= Beginning of Section =
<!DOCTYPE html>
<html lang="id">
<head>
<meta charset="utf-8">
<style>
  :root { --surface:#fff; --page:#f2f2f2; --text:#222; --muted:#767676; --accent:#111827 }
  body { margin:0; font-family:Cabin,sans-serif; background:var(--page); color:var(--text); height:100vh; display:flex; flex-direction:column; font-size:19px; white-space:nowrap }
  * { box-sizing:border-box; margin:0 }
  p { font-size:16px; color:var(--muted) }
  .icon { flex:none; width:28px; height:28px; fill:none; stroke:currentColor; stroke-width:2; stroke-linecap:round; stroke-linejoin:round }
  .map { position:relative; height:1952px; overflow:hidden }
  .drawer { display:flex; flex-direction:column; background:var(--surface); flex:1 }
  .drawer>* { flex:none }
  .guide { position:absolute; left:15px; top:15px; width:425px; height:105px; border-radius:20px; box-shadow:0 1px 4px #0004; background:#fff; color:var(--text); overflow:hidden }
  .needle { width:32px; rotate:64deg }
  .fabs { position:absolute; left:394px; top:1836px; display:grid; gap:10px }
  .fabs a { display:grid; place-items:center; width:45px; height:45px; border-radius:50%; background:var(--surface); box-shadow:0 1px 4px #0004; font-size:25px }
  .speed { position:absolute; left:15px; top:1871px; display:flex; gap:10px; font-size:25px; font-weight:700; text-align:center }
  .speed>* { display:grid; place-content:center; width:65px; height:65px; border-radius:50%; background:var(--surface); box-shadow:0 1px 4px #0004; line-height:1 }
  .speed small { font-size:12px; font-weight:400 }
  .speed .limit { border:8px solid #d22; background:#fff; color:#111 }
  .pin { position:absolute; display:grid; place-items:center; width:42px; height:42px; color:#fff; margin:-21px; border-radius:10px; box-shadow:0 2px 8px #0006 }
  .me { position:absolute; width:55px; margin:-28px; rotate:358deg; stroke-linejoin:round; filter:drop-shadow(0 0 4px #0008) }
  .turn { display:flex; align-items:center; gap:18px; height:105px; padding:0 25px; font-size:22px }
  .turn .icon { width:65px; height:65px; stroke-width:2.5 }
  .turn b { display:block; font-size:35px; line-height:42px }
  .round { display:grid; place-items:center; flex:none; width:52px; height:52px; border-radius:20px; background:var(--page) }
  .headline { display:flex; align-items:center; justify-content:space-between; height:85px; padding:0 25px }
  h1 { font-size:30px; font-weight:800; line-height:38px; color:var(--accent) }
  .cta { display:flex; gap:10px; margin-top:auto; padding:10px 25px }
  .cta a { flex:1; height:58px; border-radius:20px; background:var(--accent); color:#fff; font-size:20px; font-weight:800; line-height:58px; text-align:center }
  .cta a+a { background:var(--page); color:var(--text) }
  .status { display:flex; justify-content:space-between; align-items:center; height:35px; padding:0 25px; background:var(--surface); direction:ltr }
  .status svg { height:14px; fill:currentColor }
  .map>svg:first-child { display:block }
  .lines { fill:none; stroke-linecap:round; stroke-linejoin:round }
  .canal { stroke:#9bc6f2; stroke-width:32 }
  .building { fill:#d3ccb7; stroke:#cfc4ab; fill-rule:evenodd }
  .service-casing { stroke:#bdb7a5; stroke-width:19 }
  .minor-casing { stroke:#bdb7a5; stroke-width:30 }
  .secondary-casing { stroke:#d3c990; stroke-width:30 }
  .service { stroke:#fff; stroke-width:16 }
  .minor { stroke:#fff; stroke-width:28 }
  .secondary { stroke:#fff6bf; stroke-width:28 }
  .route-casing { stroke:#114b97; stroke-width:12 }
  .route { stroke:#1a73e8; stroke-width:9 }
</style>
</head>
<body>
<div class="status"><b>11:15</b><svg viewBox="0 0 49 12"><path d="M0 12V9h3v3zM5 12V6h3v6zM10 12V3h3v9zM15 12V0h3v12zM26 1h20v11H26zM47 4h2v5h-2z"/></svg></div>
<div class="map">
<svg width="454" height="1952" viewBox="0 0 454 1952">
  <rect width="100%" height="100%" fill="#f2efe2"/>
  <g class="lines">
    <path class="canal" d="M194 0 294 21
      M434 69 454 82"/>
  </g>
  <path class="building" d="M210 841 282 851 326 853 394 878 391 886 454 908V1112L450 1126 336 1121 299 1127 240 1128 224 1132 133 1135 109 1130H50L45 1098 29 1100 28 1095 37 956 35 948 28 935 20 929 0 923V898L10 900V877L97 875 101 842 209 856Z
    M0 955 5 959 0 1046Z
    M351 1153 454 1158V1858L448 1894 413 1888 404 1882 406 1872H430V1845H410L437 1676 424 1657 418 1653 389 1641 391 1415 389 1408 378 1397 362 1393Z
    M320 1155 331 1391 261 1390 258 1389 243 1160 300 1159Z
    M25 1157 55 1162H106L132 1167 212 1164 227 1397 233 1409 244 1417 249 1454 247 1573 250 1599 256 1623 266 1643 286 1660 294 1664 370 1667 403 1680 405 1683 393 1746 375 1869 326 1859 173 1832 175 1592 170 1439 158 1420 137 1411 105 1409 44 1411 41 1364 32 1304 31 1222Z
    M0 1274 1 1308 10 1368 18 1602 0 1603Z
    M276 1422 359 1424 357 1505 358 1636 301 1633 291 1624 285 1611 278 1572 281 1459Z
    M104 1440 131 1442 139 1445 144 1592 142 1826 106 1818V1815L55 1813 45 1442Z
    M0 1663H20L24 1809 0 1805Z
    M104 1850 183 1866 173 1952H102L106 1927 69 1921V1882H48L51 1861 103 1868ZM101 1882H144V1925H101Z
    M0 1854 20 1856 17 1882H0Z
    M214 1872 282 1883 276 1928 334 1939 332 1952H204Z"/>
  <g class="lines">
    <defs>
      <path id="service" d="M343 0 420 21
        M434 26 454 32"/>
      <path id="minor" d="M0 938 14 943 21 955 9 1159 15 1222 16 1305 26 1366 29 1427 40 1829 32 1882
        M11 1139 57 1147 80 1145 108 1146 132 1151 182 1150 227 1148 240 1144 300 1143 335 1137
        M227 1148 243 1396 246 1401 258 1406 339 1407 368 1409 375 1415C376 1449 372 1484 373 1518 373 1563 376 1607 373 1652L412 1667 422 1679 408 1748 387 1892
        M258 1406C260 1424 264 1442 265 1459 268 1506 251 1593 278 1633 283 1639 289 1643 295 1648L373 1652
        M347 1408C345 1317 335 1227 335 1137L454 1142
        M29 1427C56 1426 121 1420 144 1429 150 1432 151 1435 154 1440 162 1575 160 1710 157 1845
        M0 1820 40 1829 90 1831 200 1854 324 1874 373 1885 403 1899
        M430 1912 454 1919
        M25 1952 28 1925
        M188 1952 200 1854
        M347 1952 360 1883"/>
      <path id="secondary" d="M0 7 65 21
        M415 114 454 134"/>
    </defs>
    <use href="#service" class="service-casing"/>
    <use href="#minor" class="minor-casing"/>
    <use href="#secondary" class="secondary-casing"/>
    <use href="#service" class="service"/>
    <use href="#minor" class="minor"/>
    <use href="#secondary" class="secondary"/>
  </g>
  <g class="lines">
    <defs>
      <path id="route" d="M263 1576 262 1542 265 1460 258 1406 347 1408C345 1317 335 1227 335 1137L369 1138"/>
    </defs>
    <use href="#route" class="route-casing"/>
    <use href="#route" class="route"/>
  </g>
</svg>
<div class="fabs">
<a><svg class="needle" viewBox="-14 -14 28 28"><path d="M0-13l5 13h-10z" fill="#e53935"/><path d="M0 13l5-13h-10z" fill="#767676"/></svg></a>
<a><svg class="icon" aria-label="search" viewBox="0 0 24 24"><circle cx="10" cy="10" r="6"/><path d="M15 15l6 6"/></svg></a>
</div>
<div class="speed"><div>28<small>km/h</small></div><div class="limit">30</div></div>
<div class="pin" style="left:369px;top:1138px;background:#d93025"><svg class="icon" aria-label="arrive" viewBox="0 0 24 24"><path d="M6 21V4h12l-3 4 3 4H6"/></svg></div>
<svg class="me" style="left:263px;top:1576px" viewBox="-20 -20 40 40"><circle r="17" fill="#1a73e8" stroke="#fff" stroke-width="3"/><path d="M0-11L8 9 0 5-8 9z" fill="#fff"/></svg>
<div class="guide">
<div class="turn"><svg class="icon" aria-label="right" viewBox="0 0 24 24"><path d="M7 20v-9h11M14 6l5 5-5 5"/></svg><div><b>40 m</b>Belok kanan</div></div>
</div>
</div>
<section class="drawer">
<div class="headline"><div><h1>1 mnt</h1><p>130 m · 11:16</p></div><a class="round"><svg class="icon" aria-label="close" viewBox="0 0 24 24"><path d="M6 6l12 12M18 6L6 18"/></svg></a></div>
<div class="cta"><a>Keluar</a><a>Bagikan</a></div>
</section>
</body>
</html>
= End of Section =
The task
With the line containing "mnt</h1><p>130 m ·" as the first and the final line of the records as the last, copy that span exactly and nothing more.

Result below
<div class="headline"><div><h1>1 mnt</h1><p>130 m · 11:16</p></div><a class="round"><svg class="icon" aria-label="close" viewBox="0 0 24 24"><path d="M6 6l12 12M18 6L6 18"/></svg></a></div>
<div class="cta"><a>Keluar</a><a>Bagikan</a></div>
</section>
</body>
</html>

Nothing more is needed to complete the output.